• What the task requires: Print out all of the records exactly; no picture belongs in the result.

━━━━━━━━━━━━━━━━━━━━

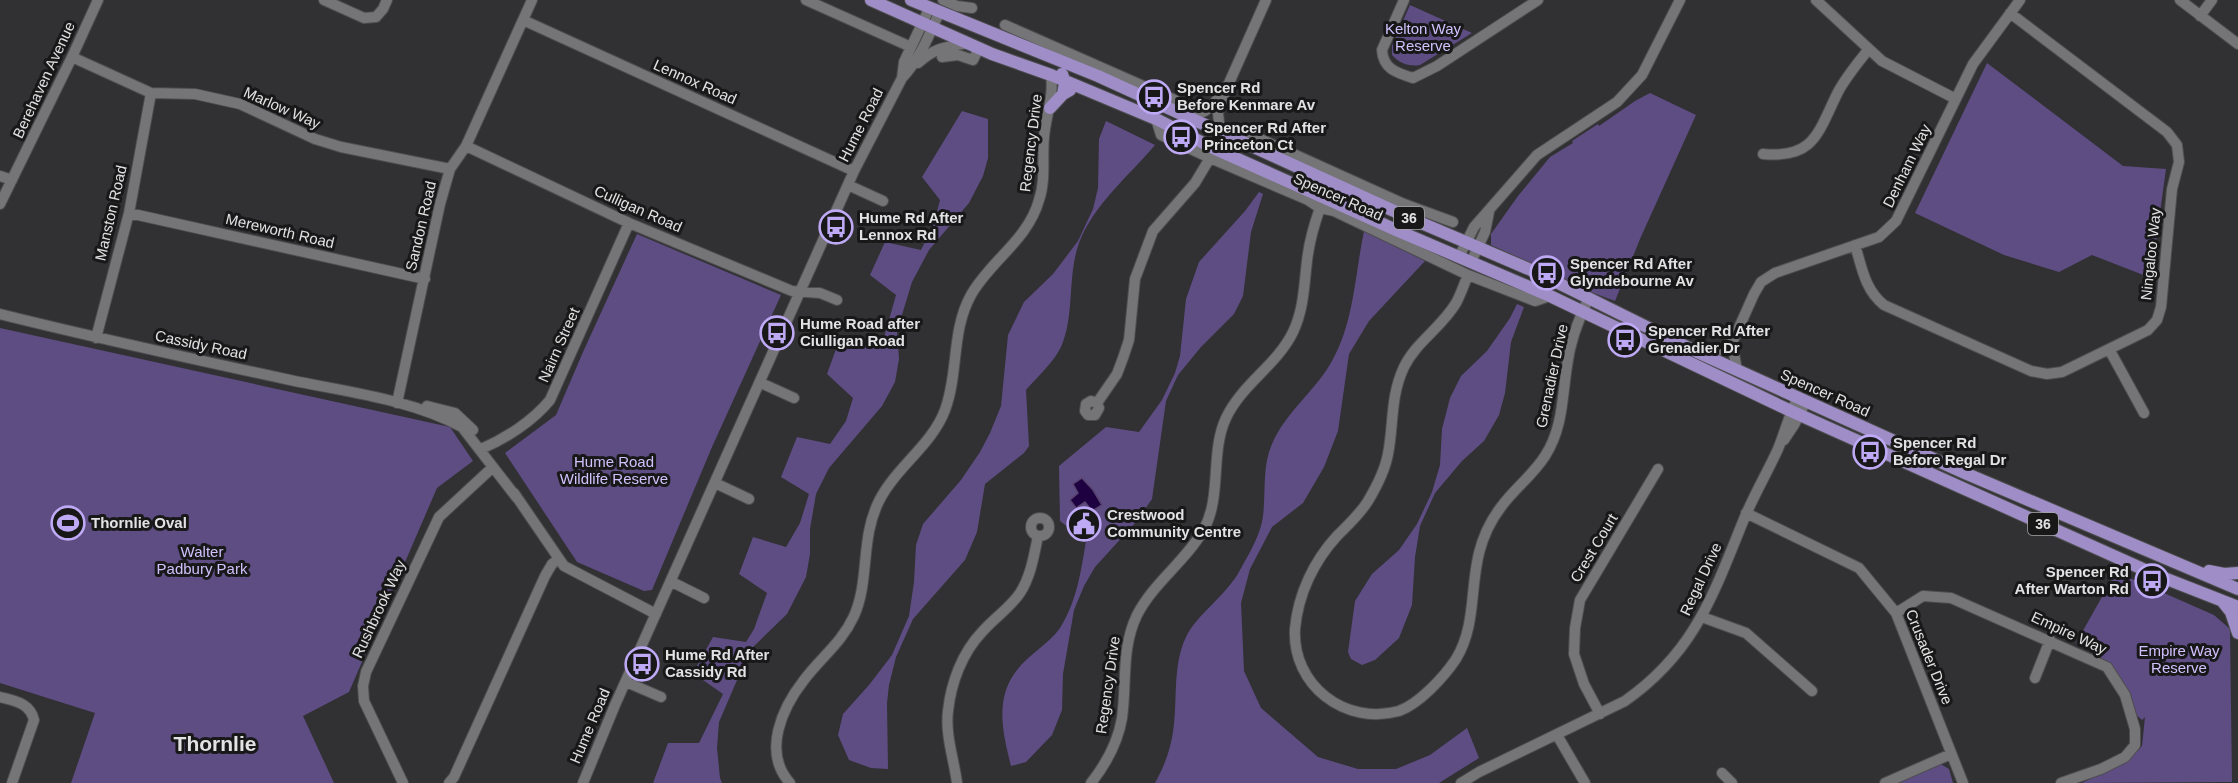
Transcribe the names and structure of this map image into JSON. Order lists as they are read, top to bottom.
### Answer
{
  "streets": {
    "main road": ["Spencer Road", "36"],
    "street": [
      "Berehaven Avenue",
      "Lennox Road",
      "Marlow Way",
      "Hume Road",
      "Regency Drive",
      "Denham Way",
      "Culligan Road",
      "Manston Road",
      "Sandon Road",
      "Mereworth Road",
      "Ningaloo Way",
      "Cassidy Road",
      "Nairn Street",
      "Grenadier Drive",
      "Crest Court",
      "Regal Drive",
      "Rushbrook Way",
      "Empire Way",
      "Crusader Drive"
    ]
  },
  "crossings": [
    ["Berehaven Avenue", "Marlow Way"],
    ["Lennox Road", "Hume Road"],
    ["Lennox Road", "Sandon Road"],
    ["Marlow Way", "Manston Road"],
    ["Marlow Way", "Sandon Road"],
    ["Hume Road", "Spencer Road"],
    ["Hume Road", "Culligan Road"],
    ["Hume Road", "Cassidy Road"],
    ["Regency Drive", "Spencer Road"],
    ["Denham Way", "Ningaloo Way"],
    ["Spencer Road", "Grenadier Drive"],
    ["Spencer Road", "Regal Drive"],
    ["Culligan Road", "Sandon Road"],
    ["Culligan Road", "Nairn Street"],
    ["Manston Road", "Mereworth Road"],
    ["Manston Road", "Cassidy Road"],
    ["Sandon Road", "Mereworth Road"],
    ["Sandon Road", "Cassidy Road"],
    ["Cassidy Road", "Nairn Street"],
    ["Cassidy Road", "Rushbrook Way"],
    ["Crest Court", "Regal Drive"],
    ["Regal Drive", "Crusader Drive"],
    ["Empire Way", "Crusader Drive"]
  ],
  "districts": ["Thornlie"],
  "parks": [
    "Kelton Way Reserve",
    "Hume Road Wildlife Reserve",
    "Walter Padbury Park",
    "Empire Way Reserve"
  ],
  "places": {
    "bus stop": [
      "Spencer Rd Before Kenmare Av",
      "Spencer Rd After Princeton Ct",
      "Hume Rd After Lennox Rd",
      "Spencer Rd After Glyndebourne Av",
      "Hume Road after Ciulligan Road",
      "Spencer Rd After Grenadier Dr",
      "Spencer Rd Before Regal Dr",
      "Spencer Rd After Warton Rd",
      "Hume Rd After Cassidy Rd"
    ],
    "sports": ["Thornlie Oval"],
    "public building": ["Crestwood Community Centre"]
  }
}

━━━━━━━━━━━━━━━━━━━━

• Written response:
Transcribe the names and structure of this map image into JSON. Order lists as they are read, top to bottom.
### Answer
{
  "streets": {
    "main road": ["Spencer Road", "36"],
    "street": [
      "Berehaven Avenue",
      "Lennox Road",
      "Marlow Way",
      "Hume Road",
      "Regency Drive",
      "Denham Way",
      "Culligan Road",
      "Manston Road",
      "Sandon Road",
      "Mereworth Road",
      "Ningaloo Way",
      "Cassidy Road",
      "Nairn Street",
      "Grenadier Drive",
      "Crest Court",
      "Regal Drive",
      "Rushbrook Way",
      "Empire Way",
      "Crusader Drive"
    ]
  },
  "crossings": [
    ["Berehaven Avenue", "Marlow Way"],
    ["Lennox Road", "Hume Road"],
    ["Lennox Road", "Sandon Road"],
    ["Marlow Way", "Manston Road"],
    ["Marlow Way", "Sandon Road"],
    ["Hume Road", "Spencer Road"],
    ["Hume Road", "Culligan Road"],
    ["Hume Road", "Cassidy Road"],
    ["Regency Drive", "Spencer Road"],
    ["Denham Way", "Ningaloo Way"],
    ["Spencer Road", "Grenadier Drive"],
    ["Spencer Road", "Regal Drive"],
    ["Culligan Road", "Sandon Road"],
    ["Culligan Road", "Nairn Street"],
    ["Manston Road", "Mereworth Road"],
    ["Manston Road", "Cassidy Road"],
    ["Sandon Road", "Mereworth Road"],
    ["Sandon Road", "Cassidy Road"],
    ["Cassidy Road", "Nairn Street"],
    ["Cassidy Road", "Rushbrook Way"],
    ["Crest Court", "Regal Drive"],
    ["Regal Drive", "Crusader Drive"],
    ["Empire Way", "Crusader Drive"]
  ],
  "districts": ["Thornlie"],
  "parks": [
    "Kelton Way Reserve",
    "Hume Road Wildlife Reserve",
    "Walter Padbury Park",
    "Empire Way Reserve"
  ],
  "places": {
    "bus stop": [
      "Spencer Rd Before Kenmare Av",
      "Spencer Rd After Princeton Ct",
      "Hume Rd After Lennox Rd",
      "Spencer Rd After Glyndebourne Av",
      "Hume Road after Ciulligan Road",
      "Spencer Rd After Grenadier Dr",
      "Spencer Rd Before Regal Dr",
      "Spencer Rd After Warton Rd",
      "Hume Rd After Cassidy Rd"
    ],
    "sports": ["Thornlie Oval"],
    "public building": ["Crestwood Community Centre"]
  }
}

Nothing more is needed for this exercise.